[DATA]

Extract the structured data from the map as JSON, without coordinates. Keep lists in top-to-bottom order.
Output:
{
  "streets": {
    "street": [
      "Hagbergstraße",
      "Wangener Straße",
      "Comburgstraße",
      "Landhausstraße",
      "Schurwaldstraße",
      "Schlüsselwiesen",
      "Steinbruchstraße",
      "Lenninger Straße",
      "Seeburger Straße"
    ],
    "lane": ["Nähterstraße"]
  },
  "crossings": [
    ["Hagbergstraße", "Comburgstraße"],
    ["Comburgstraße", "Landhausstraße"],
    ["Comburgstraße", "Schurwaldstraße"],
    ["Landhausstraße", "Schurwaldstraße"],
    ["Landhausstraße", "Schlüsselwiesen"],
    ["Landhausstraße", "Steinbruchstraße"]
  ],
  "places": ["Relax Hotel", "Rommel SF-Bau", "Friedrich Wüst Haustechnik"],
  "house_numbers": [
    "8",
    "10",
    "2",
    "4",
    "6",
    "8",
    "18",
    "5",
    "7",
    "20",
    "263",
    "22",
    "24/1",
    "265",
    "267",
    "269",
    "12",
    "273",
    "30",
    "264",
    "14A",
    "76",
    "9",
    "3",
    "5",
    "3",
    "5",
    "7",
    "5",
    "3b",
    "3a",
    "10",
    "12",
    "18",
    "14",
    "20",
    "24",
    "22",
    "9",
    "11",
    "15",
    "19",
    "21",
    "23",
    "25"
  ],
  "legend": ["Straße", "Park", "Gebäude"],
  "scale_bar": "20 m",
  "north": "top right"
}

[/DATA]

Exact copies of all the records are to be printed.

Extract the structured data from the map as JSON, without coordinates. Keep lists in top-to-bottom order.
Output:
{
  "streets": {
    "street": [
      "Hagbergstraße",
      "Wangener Straße",
      "Comburgstraße",
      "Landhausstraße",
      "Schurwaldstraße",
      "Schlüsselwiesen",
      "Steinbruchstraße",
      "Lenninger Straße",
      "Seeburger Straße"
    ],
    "lane": ["Nähterstraße"]
  },
  "crossings": [
    ["Hagbergstraße", "Comburgstraße"],
    ["Comburgstraße", "Landhausstraße"],
    ["Comburgstraße", "Schurwaldstraße"],
    ["Landhausstraße", "Schurwaldstraße"],
    ["Landhausstraße", "Schlüsselwiesen"],
    ["Landhausstraße", "Steinbruchstraße"]
  ],
  "places": ["Relax Hotel", "Rommel SF-Bau", "Friedrich Wüst Haustechnik"],
  "house_numbers": [
    "8",
    "10",
    "2",
    "4",
    "6",
    "8",
    "18",
    "5",
    "7",
    "20",
    "263",
    "22",
    "24/1",
    "265",
    "267",
    "269",
    "12",
    "273",
    "30",
    "264",
    "14A",
    "76",
    "9",
    "3",
    "5",
    "3",
    "5",
    "7",
    "5",
    "3b",
    "3a",
    "10",
    "12",
    "18",
    "14",
    "20",
    "24",
    "22",
    "9",
    "11",
    "15",
    "19",
    "21",
    "23",
    "25"
  ],
  "legend": ["Straße", "Park", "Gebäude"],
  "scale_bar": "20 m",
  "north": "top right"
}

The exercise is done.